The Mineta Transportation Institute (MTI) has just released Greenhouse Gas Emission Impacts of Car Sharing in North America, the results of a study that evaluated the greenhouse gas (GHG) emission changes that can occur when people participate in car-sharing organizations. Principal investigators were Elliot W. Martin, PhD, and Susan A. Shaheen, PhD.
The research showed that, while car sharing does facilitate lower emissions, the reduction cannot be generalized across all participating individuals or even a majority of those individuals. Rather, car sharing as a system facilitates large reductions in the annual emissions of some households, which compensates for the collective small emission increases of other households. The results also show that respondent households significantly reduced vehicle ownership after joining car sharing.
“Car sharing is a simple concept,” said Dr. Martin. “People typically access vehicles by joining an organization that maintains a fleet of cars and light trucks deployed in lots located within neighborhoods, public transit stations, employment centers, and colleges or universities. They benefit from private vehicle use without the costs and responsibilities of ownership. Car sharing is most common in major urban areas where transportation alternatives are easily accessible.”
In this study, the authors surveyed car sharing members in the US and Canada to develop a robust estimate of GHG emission impacts from car sharing. The research results illustrate the annualized change in GHG emissions among members within the largest car sharing organizations. These emissions are lower due to car sharing. The average change in emissions across all respondents is -0.58 t GHG per household per year for the observed impact, and -0.84 t GHG per household per year for the full impact.
While it may seem logical that car sharing reduces emissions, it also can increase them because it provides automotive access to people who were previously carless. These households drive more than before they joined car sharing. The researchers took these factors into account when coming to a “net effect” conclusion across the 6,281 respondents that were applied in the final analysis. They also included less-obvious “full impact” factors, such as people who would have purchased a car but joined a car sharing group instead.

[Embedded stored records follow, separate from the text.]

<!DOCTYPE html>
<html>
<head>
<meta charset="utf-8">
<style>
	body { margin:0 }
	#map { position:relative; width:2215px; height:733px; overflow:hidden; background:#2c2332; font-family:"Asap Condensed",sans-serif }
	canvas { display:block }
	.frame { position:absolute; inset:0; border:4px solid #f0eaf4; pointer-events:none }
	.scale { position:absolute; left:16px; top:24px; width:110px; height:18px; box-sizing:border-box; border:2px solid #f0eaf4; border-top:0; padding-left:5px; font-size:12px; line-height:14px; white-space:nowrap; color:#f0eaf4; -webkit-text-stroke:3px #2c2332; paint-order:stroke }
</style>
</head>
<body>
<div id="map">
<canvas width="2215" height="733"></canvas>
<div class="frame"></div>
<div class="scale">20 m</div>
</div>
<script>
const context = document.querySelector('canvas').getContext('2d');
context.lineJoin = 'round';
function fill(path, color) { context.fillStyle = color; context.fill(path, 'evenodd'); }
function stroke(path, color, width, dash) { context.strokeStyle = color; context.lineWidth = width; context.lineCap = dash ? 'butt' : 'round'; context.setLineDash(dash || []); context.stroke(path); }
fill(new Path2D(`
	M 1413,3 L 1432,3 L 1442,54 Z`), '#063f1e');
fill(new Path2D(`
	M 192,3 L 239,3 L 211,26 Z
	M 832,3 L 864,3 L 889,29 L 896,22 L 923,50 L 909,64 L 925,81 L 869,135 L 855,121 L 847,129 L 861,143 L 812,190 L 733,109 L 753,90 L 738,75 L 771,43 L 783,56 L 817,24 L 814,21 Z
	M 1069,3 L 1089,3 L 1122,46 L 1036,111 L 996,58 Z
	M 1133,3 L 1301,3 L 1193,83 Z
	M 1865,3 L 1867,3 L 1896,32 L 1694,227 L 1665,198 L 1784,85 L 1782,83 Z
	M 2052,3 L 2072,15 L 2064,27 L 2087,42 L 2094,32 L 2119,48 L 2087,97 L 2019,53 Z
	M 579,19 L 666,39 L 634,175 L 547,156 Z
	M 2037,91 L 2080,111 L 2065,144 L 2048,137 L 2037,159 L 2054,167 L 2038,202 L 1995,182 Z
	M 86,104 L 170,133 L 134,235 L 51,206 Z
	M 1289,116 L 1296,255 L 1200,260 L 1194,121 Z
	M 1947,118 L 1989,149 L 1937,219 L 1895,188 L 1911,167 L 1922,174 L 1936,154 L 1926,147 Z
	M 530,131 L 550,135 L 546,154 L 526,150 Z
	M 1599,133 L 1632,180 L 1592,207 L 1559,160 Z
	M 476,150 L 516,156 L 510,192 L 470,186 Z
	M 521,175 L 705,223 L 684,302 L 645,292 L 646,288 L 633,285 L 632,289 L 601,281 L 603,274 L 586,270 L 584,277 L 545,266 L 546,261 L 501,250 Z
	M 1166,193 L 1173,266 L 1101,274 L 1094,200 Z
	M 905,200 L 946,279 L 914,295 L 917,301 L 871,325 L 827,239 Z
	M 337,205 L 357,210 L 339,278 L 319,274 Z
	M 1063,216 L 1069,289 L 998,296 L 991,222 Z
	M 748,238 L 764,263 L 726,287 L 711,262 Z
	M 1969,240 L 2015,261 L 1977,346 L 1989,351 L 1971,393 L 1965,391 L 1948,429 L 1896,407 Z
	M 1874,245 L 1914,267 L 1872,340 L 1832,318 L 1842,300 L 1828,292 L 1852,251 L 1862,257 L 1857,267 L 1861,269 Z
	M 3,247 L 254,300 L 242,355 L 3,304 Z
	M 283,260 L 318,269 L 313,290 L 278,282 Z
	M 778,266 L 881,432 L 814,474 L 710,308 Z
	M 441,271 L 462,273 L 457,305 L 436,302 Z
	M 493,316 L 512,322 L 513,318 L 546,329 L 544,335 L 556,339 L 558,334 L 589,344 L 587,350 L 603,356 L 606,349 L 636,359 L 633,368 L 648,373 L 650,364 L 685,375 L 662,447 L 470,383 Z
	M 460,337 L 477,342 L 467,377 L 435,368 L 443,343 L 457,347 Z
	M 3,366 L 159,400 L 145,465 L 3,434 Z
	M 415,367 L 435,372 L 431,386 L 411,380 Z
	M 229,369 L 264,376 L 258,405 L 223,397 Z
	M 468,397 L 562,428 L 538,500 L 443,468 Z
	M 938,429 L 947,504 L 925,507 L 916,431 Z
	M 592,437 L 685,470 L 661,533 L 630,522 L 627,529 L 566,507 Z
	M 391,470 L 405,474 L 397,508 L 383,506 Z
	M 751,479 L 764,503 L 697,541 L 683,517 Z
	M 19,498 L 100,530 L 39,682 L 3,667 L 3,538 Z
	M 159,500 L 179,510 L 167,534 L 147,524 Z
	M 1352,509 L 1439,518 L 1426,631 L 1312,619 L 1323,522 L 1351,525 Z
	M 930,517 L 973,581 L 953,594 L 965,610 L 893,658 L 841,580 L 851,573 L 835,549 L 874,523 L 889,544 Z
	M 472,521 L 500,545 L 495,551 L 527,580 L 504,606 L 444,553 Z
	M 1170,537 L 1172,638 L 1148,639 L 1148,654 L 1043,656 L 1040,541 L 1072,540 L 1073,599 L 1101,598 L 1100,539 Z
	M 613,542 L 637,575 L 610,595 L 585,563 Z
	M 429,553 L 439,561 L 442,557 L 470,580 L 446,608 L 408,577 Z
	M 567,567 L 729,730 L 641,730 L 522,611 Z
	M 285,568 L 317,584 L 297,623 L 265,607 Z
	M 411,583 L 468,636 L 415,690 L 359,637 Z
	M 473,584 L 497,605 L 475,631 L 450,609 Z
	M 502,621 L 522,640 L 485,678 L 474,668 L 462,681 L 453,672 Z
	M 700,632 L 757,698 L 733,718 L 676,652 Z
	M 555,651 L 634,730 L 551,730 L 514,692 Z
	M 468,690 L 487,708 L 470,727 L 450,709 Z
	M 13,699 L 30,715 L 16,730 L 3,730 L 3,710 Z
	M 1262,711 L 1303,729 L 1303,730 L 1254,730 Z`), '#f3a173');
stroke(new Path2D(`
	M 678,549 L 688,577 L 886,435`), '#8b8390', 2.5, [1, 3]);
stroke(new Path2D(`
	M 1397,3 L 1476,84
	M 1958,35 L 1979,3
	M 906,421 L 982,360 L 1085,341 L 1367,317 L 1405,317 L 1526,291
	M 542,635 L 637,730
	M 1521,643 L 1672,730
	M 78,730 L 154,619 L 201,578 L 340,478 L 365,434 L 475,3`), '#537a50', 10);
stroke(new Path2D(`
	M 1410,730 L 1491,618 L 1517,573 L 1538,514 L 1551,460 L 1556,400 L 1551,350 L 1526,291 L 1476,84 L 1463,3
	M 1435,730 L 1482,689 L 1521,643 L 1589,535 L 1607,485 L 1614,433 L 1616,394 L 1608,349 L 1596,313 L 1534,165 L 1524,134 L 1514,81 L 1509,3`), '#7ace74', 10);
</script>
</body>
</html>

The authors found that on balance, net car sharing emissions are negative and statistically significant for both the observed impact and full impact. Hence, GHG emissions from transportation are lower due to car sharing.
ABOUT THE RESEARCHERS
Elliot W. Martin, PhD, is a post-doctoral research engineer at the Transportation Sustainability Research Center (TSRC) within the Institute of Transportation Studies at UC Berkeley. He holds a PhD in civil and environmental engineering from UC Berkeley, a dual Masters in transportation engineering and city and regional planning at UC Berkeley, and two undergrad degrees from Johns Hopkins University in economics and computer science. During his time as a graduate student, Dr. Martin contributed to a variety of projects at TSRC and the Innovative Mobility Research (IMR) group. Dr. Martin has co-authored several publications in peer-reviewed journals and conference proceedings. He also has been an assistant economist at the Federal Reserve Bank of Richmond.

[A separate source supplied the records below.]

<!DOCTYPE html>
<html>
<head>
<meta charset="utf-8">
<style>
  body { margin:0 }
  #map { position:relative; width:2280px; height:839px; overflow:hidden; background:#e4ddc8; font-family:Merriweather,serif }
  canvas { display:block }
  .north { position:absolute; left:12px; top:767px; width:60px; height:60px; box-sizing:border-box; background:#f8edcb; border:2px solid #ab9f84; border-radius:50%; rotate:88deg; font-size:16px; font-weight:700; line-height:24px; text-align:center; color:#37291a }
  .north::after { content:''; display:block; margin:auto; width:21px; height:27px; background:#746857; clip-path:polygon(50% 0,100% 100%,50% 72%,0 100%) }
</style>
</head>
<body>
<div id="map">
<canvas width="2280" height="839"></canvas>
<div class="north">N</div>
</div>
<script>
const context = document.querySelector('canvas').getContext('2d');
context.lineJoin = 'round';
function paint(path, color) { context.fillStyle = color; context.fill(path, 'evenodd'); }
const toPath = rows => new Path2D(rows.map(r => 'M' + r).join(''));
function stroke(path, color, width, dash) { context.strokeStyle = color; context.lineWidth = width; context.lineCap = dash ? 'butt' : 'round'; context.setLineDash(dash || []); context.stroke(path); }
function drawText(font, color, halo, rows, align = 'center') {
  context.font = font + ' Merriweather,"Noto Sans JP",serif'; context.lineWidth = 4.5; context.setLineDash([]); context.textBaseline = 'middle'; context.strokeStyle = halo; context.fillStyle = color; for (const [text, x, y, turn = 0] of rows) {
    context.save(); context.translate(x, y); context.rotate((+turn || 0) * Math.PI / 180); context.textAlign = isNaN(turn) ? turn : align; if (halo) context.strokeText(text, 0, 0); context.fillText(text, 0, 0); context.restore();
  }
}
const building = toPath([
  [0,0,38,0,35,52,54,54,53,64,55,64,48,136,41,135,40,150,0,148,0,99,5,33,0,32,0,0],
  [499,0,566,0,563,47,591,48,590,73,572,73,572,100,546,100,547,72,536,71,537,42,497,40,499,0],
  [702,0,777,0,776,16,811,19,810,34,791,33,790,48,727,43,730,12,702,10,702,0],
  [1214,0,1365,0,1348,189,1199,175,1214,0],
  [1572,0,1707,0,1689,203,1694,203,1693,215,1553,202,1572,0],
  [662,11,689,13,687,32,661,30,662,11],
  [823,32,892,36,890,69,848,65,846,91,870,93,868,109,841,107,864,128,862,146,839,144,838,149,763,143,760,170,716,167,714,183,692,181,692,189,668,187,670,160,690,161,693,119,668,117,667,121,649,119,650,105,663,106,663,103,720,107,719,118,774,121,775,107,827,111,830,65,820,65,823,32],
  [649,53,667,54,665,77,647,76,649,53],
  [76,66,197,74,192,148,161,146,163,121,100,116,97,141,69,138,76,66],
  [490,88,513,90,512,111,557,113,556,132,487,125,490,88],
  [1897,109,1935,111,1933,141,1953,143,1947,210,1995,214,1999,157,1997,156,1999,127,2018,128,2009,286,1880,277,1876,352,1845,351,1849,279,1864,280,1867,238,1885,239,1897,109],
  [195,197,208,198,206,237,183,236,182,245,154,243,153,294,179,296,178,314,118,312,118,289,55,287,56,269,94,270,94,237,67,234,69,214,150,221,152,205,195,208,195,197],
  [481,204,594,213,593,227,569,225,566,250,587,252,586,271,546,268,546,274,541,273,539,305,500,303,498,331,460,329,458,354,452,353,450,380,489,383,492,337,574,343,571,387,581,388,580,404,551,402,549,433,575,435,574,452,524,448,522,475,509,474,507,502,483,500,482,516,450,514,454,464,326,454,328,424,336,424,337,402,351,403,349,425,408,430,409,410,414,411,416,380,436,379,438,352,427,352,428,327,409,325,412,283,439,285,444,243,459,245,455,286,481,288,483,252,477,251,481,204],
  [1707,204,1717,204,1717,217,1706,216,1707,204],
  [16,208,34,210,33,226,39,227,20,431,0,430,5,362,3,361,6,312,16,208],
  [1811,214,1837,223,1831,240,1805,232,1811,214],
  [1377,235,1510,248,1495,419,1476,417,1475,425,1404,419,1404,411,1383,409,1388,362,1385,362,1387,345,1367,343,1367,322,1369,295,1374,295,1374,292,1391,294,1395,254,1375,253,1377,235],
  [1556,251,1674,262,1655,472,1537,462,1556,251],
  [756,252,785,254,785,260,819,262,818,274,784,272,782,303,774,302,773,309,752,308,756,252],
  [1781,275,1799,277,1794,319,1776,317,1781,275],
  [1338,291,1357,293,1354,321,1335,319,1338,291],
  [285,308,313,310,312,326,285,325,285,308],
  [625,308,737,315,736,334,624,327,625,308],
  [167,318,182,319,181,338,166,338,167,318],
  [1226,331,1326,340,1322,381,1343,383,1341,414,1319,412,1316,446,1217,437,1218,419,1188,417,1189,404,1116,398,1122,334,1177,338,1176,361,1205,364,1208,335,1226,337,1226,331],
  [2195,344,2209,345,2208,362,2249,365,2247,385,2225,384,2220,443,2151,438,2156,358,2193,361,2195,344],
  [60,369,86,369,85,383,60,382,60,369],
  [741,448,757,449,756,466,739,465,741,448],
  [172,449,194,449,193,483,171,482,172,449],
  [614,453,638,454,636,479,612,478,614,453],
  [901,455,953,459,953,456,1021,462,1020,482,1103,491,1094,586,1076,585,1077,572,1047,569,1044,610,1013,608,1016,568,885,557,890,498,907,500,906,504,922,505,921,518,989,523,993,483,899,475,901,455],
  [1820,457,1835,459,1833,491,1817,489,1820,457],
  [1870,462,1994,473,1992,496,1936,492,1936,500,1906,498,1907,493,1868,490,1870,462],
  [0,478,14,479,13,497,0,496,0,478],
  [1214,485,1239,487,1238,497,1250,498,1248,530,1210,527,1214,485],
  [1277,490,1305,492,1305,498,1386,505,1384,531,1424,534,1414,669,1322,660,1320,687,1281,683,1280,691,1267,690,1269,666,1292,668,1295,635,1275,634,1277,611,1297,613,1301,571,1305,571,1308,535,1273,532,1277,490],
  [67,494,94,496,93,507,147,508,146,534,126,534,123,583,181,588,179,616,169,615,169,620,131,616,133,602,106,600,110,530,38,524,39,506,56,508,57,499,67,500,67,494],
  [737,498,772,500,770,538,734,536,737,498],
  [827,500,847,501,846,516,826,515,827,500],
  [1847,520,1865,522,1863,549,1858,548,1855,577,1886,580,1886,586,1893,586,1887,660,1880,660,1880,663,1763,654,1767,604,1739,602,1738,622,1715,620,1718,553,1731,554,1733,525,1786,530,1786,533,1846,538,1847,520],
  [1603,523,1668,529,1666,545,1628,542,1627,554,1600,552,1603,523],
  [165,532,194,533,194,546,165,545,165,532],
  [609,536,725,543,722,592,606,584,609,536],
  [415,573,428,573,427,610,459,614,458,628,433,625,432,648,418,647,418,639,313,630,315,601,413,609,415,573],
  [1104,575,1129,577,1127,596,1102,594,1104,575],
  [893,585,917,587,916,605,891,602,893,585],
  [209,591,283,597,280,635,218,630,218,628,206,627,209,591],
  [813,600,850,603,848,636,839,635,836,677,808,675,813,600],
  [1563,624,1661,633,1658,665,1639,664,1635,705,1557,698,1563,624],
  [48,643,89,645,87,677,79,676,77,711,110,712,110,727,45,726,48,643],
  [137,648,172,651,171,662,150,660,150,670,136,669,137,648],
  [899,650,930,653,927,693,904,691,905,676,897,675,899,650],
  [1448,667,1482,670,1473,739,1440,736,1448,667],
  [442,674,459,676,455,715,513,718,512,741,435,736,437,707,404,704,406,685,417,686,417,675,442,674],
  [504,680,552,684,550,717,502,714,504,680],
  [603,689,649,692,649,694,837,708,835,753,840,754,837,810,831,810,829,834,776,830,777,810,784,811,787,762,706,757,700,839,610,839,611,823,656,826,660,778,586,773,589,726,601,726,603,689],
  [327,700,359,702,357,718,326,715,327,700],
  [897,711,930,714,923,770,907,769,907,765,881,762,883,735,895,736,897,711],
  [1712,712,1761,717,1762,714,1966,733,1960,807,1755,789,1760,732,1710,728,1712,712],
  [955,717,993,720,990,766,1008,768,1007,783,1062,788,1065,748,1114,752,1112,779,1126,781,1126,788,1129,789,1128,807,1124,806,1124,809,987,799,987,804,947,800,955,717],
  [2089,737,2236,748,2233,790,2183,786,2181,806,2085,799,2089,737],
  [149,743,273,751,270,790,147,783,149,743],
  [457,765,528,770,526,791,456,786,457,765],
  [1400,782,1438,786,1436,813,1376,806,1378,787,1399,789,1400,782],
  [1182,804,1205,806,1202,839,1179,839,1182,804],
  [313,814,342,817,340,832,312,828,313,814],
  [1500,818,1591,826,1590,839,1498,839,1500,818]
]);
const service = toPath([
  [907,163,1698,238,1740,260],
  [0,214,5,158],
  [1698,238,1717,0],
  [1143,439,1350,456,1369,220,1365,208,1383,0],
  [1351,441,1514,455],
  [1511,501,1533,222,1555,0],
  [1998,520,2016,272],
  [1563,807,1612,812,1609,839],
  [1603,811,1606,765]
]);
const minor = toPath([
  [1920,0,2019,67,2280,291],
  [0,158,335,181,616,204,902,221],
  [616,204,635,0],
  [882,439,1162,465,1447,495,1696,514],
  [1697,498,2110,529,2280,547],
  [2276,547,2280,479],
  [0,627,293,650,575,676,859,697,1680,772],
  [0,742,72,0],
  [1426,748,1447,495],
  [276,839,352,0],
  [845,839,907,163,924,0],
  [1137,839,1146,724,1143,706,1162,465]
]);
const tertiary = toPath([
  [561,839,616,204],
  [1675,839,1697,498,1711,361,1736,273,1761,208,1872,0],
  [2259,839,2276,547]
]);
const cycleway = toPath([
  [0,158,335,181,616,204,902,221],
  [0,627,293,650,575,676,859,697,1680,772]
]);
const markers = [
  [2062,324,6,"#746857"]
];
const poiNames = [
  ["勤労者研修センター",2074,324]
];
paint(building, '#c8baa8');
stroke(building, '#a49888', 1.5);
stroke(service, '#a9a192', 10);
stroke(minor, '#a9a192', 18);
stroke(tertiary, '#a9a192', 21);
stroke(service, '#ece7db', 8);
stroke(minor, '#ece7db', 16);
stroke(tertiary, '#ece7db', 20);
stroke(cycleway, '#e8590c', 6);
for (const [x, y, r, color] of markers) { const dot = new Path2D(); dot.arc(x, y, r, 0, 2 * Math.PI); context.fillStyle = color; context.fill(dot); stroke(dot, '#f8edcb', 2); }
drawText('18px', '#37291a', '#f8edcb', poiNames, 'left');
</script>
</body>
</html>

Susan A. Shaheen, PhD, holds a joint research appointment at the Transportation Sustainability Research Center (TSRC) and at the Institute of Transportation Studies-Davis. She is co-director of the transportation track of the Energy Efficiency Center at UC Davis and was the first Honda Distinguished Scholar in Transportation in 2000. In 2007, Dr. Shaheen became a research director at TSRC. She has been a research associate with the Mineta Transportation Institute since 2004. Dr. Shaheen earned a PhD in ecology, focusing on technology management and the environmental aspects of transportation, from the University of California, Davis and an MS in public policy analysis from the University of Rochester. She completed her post-doctoral studies on advanced public transportation systems at UC Berkeley in 2001. Dr. Shaheen has earned a variety of professional honors.
ABOUT THE MINETA TRANSPORTATION INSTITUTE
The Mineta Transportation Institute (MTI) was established by Congress in 1991 as part of the Intermodal Surface Transportation Efficiency Act (ISTEA) and was reauthorized under TEA-21 and again under SAFETEA-LU. The institute is funded by Congress through the US Department of Transportation’s (DOT) Research and Innovative Technology Administration, by the California Legislature through the Department of Transportation (Caltrans), and by other public and private grants and donations, including grants from the US Department of Homeland Security. DOT selected MTI as a National Center of Excellence following competitions in 2002 and 2006. The internationally respected members of the MTI Board of Trustees represent all major surface transportation modes. MTI’s focus on policy and management resulted from the Board’s assessment of the transportation industry’s unmet needs. That led directly to choosing the San José State University College of Business as the Institute’s home. MTI conducts research, education, and information and technology transfer, focusing on multimodal surface transportation policy and management issues.